看守所内の洗濯物を洗う洗濯場、ではない。ドライクリーニングの機械があるクリーニング工場だ。内部の洗濯物も洗ったのかもしれないが、さすがに収容者の衣服をドライクリーニングにかけることはない。ちなみにこれがまだ残されているクリーニングマシンだ。
(ちゃんと有機溶剤も残されている)
そしてこちらが食堂。
中華文化圏だなぁと思わせるのは、日本などの刑務所とは違い、看守所(だか監獄だか)の中でも食事は複数でとるスタイルになっていて、4~8人毎のテーブルに3品から4品の料理が並んでいることだ。更には中国人の食事を締めるスープもちゃんとあったりして文化の違いを思い知らされる。
日本の刑務所では食事に7種の等級があり主食の量も違うが、これではそこまでのコントロールはできないと思う。しかしおかずの多いテーブルはあり「加菜卓」と呼ばれた。内容もこちらの方が動物性蛋白質が多そうだ。刑務所では食事が最大の楽しみだというし、この違いは大きいよな。
ちなみにこちらは雑居房に展示してあった食事だ。朝食か夕食かのどっちかなのだろう。
中国文化圏では冷たいご飯は致命的に酷い仕打ちとなる。
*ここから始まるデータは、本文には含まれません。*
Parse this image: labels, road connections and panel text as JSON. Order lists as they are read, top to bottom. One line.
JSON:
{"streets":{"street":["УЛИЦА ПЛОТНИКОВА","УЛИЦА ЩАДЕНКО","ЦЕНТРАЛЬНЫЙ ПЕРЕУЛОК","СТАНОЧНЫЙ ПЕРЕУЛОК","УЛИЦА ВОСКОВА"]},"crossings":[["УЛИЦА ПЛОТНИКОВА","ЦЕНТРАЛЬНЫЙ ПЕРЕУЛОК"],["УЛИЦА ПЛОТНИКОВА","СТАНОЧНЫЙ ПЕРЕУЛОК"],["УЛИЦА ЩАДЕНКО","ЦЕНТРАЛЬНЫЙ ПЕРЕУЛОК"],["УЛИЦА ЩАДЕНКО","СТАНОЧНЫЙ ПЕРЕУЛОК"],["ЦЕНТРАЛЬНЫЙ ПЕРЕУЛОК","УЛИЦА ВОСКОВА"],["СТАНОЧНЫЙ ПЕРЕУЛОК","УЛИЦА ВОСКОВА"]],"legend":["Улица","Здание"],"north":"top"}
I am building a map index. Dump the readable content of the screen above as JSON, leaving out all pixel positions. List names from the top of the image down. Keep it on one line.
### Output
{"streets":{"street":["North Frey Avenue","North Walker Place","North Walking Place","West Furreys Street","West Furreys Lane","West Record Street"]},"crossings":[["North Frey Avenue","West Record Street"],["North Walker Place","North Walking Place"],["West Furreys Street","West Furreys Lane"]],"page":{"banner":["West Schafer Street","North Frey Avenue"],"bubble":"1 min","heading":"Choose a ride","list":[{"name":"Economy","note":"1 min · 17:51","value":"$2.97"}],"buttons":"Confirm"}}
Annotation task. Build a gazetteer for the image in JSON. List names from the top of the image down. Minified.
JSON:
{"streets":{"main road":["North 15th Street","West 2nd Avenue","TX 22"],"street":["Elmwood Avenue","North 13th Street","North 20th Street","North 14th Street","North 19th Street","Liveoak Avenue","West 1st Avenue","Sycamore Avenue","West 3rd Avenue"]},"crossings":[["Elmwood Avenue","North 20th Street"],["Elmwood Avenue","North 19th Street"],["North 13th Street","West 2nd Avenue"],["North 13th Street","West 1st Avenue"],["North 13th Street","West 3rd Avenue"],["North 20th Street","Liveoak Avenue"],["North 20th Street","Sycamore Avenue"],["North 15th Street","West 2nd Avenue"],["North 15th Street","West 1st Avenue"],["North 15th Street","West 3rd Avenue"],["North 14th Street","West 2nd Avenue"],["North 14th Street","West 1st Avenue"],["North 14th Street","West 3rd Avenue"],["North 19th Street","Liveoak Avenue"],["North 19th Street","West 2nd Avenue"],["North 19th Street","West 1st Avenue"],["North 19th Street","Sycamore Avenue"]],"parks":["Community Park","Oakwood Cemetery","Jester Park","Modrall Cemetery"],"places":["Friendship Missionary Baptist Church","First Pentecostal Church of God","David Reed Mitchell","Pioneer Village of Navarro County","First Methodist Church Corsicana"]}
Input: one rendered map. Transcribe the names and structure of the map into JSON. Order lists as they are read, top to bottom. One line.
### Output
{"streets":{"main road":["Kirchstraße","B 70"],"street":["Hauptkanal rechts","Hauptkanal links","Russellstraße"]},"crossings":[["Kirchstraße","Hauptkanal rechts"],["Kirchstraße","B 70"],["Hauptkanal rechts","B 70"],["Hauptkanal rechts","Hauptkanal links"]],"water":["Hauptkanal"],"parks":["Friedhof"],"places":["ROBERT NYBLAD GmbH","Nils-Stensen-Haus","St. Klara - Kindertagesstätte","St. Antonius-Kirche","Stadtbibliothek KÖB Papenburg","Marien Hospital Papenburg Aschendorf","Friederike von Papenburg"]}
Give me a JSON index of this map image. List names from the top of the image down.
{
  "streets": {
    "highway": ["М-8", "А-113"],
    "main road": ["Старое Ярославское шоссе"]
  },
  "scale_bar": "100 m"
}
最近では台湾のみならず大陸中国でもコンビニでおにぎりが売られているご時世だが、基本特殊な形態ではない伝統的な食事である限り、冷たいご飯を出すということはまずあり得ない。中国人にしてみれば冷たいご飯を食べさせられると言うことは「体に悪い食事をさせられる」ことと同義であり、犯罪者扱いを受けると言うことだ。あ、ここは政府にとっては「犯罪者」を収容する場所か。ご飯、暖かかったのかなぁ…。